REPRINT FROM
ESSENTIALS OF EARTH HISTORY
by W. LEE STOKES
Prentice-Hall, 1982

(A) Dinosaur tracks in Utah coal mines. What is seen here was produced: (a) by dinosaurs walking over spongy beds of decaying vegetation (peat); (b) by the footprints being filled with sand, (c) by the accumulation of thousands of feet of additional sediment, which compressed the peat to help form coal and solidified the sand to sandstone; (d) by removal of the coal in mining operations so as to leave the tracks protruding downward into the mine; and finally, (e) by the geologist brushing away the residue of coal to expose the white sandstone filling the original track. (B) One of the largest of the coal-mine tracks ever discovered. This was split away from the roof of the mine and taken out as a separate block. The length is 41/2 ft (1.36 m); the stride of the track-maker was over 12 ft (3.1m). [(A) courtesy John Balsley.]

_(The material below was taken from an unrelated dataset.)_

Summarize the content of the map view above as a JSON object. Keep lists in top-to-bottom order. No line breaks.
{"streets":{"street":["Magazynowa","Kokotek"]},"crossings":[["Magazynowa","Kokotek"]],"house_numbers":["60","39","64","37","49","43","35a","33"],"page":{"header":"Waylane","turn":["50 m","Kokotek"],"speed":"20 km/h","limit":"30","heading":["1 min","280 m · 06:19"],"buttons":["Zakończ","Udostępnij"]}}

A footprint really has no substance and could not exist apart from the material in which it is found. Nevertheless, the track of a large extinct animal may be more impressive and informative than its bones or teeth. A single footprint is important in giving a visual image of the foot of the creature that made it-it tells if there were three, four, or five toes and if the foot ended in claws, hoofs, or pads. From the size of the print, one may estimate the length, width, and weight of the trackmaker. A series of tracks is much more informative. Now the length of the stride can be measured, and more positive estimates of the body proportions and weight are possible. We can tell if the creature was running, walking, or merely standing. A really long series of many tracks may even reveal the trackmaker going about his daily activities such as stalking prey, gathering food, or meeting others of his kind at a local waterhole. Occasionally, tracks of many species are mingled as in the case of a rapid mass exodus from a fire or volcanic eruption.

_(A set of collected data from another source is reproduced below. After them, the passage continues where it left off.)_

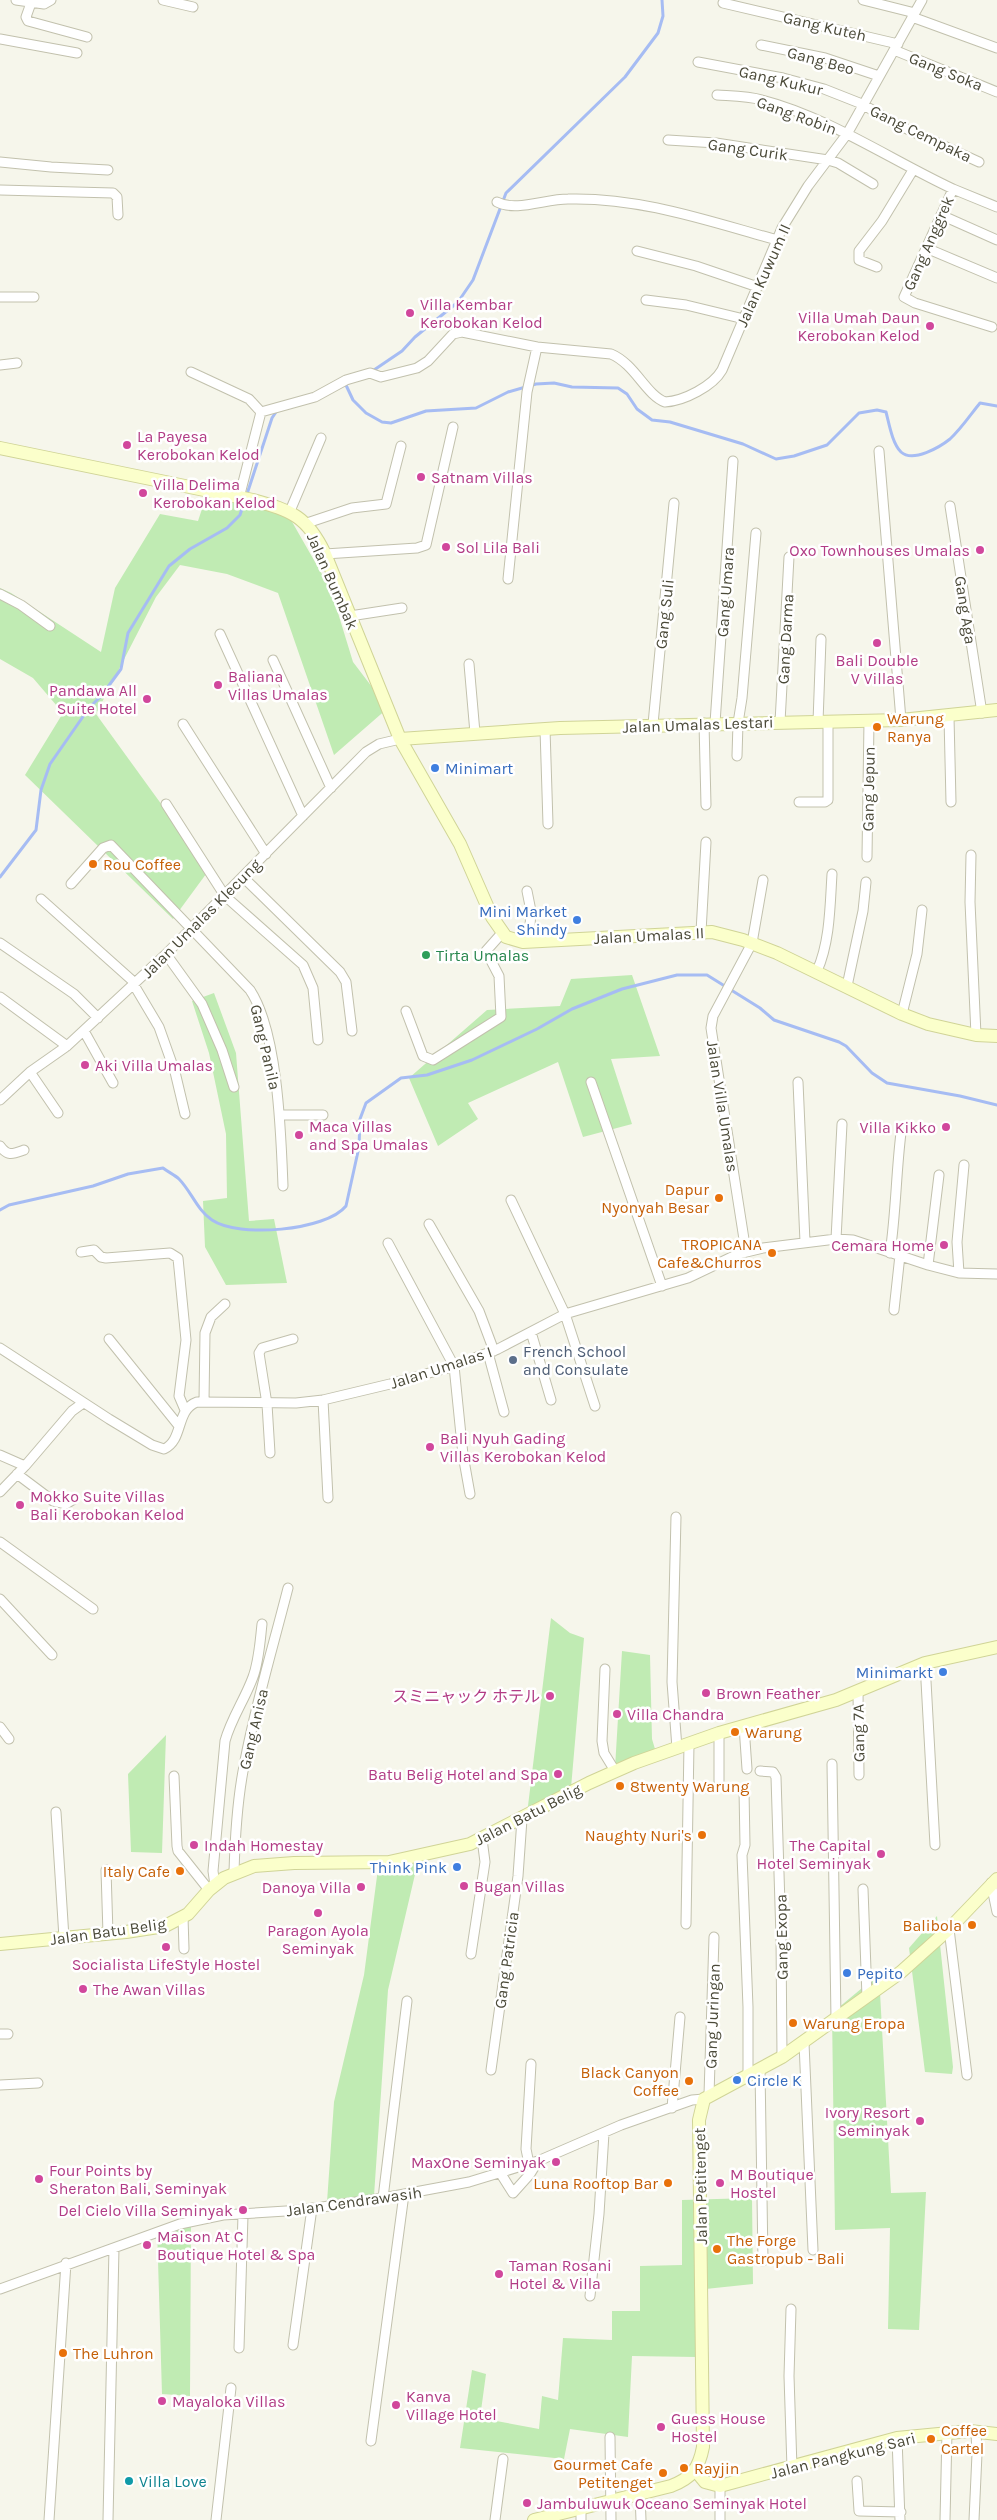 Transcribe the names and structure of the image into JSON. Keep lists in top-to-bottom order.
{
  "streets": {
    "street": [
      "Gang Kuteh",
      "Gang Beo",
      "Gang Soka",
      "Gang Kukur",
      "Gang Robin",
      "Gang Cempaka",
      "Gang Curik",
      "Gang Anggrek",
      "Jalan Kuwum II",
      "Jalan Bumbak",
      "Gang Umara",
      "Gang Aga",
      "Gang Suli",
      "Gang Darma",
      "Jalan Umalas Lestari",
      "Gang Jepun",
      "Jalan Umalas Klecung",
      "Jalan Umalas II",
      "Gang Panila",
      "Jalan Villa Umalas",
      "Jalan Umalas I",
      "Gang Anisa",
      "Gang 7A",
      "Jalan Batu Belig",
      "Gang Exopa",
      "Gang Patricia",
      "Gang Juringan",
      "Jalan Petitenget",
      "Jalan Cendrawasih",
      "Jalan Pangkung Sari"
    ]
  },
  "crossings": [
    ["Gang Kuteh", "Gang Soka"],
    ["Gang Kuteh", "Jalan Kuwum II"],
    ["Gang Beo", "Jalan Kuwum II"],
    ["Gang Soka", "Jalan Kuwum II"],
    ["Gang Kukur", "Gang Cempaka"],
    ["Gang Kukur", "Jalan Kuwum II"],
    ["Gang Robin", "Gang Anggrek"],
    ["Gang Robin", "Jalan Kuwum II"],
    ["Gang Cempaka", "Jalan Kuwum II"],
    ["Gang Curik", "Jalan Kuwum II"],
    ["Gang Anggrek", "Jalan Kuwum II"],
    ["Jalan Bumbak", "Jalan Umalas Lestari"],
    ["Jalan Bumbak", "Jalan Umalas Klecung"],
    ["Gang Umara", "Jalan Umalas Lestari"],
    ["Gang Aga", "Jalan Umalas Lestari"],
    ["Gang Suli", "Jalan Umalas Lestari"],
    ["Gang Darma", "Jalan Umalas Lestari"],
    ["Jalan Umalas Lestari", "Gang Jepun"],
    ["Jalan Umalas Lestari", "Jalan Umalas Klecung"],
    ["Jalan Umalas Klecung", "Gang Panila"],
    ["Jalan Umalas II", "Jalan Villa Umalas"],
    ["Jalan Villa Umalas", "Jalan Umalas I"],
    ["Gang Anisa", "Jalan Batu Belig"],
    ["Gang 7A", "Jalan Batu Belig"],
    ["Jalan Batu Belig", "Gang Patricia"],
    ["Gang Juringan", "Jalan Petitenget"],
    ["Gang Juringan", "Jalan Cendrawasih"],
    ["Jalan Petitenget", "Jalan Cendrawasih"]
  ],
  "places": [
    "Villa Kembar Kerobokan Kelod",
    "Villa Umah Daun Kerobokan Kelod",
    "La Payesa Kerobokan Kelod",
    "Satnam Villas",
    "Villa Delima Kerobokan Kelod",
    "Sol Lila Bali",
    "Oxo Townhouses Umalas",
    "Bali Double V Villas",
    "Baliana Villas Umalas",
    "Pandawa All Suite Hotel",
    "Warung Ranya",
    "Minimart",
    "Rou Coffee",
    "Mini Market Shindy",
    "Tirta Umalas",
    "Aki Villa Umalas",
    "Villa Kikko",
    "Maca Villas and Spa Umalas",
    "Dapur Nyonyah Besar",
    "Cemara Home",
    "TROPICANA Cafe&Churros",
    "French School and Consulate",
    "Bali Nyuh Gading Villas Kerobokan Kelod",
    "Mokko Suite Villas Bali Kerobokan Kelod",
    "Minimarkt",
    "Brown Feather",
    "スミニャック ホテル",
    "Villa Chandra",
    "Warung",
    "Batu Belig Hotel and Spa",
    "8twenty Warung",
    "Naughty Nuri's",
    "Indah Homestay",
    "The Capital Hotel Seminyak",
    "Think Pink",
    "Italy Cafe",
    "Bugan Villas",
    "Danoya Villa",
    "Paragon Ayola Seminyak",
    "Balibola",
    "Socialista LifeStyle Hostel",
    "Pepito",
    "The Awan Villas",
    "Warung Eropa",
    "Circle K",
    "Black Canyon Coffee",
    "Ivory Resort Seminyak",
    "MaxOne Seminyak",
    "Four Points by Sheraton Bali, Seminyak",
    "Luna Rooftop Bar",
    "M Boutique Hostel",
    "Del Cielo Villa Seminyak",
    "Maison At C Boutique Hotel & Spa",
    "The Forge Gastropub - Bali",
    "Taman Rosani Hotel & Villa",
    "The Luhron",
    "Mayaloka Villas",
    "Kanva Village Hotel",
    "Guess House Hostel",
    "Coffee Cartel",
    "Rayjin",
    "Gourmet Cafe Petitenget",
    "Villa Love",
    "Jambuluwuk Oceano Seminyak Hotel"
  ]
}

Among the most amazing footprints known are those uncovered in underground mining of coal in Utah, Wyoming, and Colorado. There are thousands of prints obviously made by many different dinosaur species at different stages of growth. The tracks, as found in the mines, are seen as downward protuberances of sandy material into the coal itself. When miners remove the coal, the footprints with unmistakable form and continuity are left protruding from the roof of the mine. They are so commonplace in some mines that they are either left in place or pried down as potential hazards to the workers.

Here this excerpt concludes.